For a handful of very different women, a Turkish bath in London offers an alternative environment where they can soothe their bodies, unravel their cares, and share the stories of their lives. Josie (Patti Love) is a rakish lower-class divorcee who views sex as the only ticket to pleasure in her empty life. Mrs. Meadow (Brenda Bruce) is a puritanical mother who dominates her repressed and unstable daughter Dawn (Felicity Dean). Sarah (Sarah Miles) is a successful lawyer and former jet-setter who now lives alone and yearns for the child she'll never have. Her friend Nancy (Vanessa Redgrave), whose husband has just left her, is adrift on a sea of loneliness with her three children. Violet (Diana Dors) is the motherly manager of the Turkish bath who reveals that the place is going to be shut down for a new leisure development.

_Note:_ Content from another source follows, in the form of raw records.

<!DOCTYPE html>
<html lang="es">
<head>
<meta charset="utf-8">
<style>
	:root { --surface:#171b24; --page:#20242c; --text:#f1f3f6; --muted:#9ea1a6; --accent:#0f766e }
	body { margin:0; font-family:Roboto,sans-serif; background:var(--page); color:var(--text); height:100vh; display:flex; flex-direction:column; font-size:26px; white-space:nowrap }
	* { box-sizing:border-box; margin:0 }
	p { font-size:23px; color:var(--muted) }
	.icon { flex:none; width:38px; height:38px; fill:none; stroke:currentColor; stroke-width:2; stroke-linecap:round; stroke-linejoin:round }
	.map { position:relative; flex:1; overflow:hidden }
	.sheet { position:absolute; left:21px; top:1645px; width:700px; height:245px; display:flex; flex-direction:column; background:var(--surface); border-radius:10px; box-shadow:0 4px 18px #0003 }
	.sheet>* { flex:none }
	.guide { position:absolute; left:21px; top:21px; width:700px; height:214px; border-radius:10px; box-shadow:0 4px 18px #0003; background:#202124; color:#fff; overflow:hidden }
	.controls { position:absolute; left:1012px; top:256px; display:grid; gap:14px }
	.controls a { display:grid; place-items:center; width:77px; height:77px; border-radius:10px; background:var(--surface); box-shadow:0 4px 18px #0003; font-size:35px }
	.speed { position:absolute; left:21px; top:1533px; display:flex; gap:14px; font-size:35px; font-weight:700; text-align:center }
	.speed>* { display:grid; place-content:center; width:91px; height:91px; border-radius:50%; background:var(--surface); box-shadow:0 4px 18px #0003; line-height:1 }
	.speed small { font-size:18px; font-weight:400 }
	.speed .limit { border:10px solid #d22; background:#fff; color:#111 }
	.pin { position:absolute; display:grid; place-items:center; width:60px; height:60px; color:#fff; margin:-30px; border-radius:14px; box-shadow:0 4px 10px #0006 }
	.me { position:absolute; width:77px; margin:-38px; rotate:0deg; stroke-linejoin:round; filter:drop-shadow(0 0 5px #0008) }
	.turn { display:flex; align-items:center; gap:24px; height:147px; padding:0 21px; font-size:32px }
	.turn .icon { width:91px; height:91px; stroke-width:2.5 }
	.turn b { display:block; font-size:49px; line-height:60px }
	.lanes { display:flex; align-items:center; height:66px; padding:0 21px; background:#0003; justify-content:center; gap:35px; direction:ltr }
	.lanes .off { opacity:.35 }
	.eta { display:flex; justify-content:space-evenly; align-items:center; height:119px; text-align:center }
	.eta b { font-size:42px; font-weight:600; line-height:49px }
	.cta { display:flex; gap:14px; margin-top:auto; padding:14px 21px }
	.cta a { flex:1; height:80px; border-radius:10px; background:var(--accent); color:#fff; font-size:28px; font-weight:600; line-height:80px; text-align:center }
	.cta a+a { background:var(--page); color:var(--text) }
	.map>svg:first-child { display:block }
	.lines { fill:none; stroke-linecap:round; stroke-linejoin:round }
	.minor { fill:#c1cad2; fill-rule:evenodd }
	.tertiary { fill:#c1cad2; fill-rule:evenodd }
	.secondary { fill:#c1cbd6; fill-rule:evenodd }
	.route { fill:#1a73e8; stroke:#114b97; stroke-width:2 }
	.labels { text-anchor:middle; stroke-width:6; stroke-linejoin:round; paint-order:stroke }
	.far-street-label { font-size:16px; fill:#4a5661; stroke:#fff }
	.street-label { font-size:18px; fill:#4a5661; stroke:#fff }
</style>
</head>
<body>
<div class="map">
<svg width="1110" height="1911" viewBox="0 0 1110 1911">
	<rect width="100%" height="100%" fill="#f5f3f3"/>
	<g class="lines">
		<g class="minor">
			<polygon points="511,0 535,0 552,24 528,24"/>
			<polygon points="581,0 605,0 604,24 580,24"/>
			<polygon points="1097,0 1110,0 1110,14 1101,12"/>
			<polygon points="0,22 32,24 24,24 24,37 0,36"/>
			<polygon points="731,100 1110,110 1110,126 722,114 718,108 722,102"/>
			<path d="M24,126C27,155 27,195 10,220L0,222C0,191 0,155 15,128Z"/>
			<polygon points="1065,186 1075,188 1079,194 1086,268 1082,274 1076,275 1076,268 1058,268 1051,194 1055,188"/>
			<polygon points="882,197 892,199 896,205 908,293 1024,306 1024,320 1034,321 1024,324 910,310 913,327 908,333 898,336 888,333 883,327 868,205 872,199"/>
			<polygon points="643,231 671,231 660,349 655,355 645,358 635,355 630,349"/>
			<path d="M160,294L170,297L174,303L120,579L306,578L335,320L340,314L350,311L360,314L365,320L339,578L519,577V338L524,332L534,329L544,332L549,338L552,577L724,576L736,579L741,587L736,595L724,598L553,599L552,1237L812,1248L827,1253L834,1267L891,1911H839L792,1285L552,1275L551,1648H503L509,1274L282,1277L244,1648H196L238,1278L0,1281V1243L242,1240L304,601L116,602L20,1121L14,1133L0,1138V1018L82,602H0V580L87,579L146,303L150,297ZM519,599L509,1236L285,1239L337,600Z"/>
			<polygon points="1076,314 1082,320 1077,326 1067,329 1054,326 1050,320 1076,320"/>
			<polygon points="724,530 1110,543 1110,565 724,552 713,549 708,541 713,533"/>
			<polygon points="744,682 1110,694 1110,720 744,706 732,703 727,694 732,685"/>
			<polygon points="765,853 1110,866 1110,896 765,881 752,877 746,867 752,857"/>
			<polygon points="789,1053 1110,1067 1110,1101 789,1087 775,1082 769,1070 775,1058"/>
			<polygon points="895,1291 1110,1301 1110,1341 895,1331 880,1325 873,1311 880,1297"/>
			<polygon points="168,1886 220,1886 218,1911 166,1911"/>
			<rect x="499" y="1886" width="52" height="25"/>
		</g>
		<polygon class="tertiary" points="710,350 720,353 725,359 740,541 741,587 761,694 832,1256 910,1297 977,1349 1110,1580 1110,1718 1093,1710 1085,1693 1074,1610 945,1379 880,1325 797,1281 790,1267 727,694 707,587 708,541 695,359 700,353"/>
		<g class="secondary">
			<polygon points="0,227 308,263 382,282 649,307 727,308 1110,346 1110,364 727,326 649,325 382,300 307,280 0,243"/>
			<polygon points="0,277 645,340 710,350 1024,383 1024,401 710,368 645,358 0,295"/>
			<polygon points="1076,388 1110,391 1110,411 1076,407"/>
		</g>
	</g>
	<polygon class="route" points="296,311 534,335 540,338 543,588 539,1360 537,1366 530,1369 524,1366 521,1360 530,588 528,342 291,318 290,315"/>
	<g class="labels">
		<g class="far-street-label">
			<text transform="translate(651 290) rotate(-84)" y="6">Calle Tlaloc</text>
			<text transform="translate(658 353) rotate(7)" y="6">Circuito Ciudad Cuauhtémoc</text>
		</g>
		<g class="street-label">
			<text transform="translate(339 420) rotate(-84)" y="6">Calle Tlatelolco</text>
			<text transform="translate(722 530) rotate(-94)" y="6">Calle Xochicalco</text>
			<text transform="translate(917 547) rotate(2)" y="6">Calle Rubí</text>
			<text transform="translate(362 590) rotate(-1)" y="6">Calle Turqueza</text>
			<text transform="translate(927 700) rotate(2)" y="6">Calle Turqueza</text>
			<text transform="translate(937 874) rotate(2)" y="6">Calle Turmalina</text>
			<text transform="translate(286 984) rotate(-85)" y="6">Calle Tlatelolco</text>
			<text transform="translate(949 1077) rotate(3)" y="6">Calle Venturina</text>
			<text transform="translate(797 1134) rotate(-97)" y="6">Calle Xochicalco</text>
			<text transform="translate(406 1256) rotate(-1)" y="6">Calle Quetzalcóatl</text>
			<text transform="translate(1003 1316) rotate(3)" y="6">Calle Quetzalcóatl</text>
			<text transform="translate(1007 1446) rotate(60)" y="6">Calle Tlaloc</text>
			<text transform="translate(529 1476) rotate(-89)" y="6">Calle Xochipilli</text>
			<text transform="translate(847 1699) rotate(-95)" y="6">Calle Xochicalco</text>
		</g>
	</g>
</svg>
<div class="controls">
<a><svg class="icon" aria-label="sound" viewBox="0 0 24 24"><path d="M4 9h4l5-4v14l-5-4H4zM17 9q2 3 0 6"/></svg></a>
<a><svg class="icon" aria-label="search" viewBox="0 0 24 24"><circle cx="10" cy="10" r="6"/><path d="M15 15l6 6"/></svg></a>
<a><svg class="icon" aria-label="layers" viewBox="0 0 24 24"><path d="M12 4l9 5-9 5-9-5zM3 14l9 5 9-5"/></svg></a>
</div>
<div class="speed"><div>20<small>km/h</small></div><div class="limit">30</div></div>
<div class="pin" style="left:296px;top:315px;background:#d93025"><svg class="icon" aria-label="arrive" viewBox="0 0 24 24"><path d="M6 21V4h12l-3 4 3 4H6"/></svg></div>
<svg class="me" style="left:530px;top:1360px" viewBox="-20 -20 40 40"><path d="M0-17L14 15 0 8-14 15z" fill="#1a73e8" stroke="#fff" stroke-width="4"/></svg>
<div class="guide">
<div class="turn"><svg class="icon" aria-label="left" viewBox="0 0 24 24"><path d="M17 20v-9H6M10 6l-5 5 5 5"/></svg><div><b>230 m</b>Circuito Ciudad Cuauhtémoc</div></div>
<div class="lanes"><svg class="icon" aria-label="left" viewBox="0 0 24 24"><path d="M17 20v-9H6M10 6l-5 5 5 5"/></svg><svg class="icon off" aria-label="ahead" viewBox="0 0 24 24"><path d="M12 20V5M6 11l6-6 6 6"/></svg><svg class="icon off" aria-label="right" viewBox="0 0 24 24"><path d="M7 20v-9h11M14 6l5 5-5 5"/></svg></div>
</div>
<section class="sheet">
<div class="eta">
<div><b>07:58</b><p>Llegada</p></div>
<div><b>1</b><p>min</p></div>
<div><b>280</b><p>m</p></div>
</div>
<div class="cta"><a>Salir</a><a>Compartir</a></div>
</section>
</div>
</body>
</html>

Steaming, which was director Joseph Losey's last film, is based on a play by Nell Dunn. In Patricia Losey's screenplay, the women talk about the loss of love and the loneliness of marriage, the drain of serving others and having nothing left for oneself, the failings of men, and the value of female camaraderie. Although the movie is very stagy and the finale too predictable, it contains some fine ensemble acting which makes it well worth the journey to the theatre. Steaming has much to say about the hopes, fears, failings and small triumphs of women who reveal to each other the truth about their lives.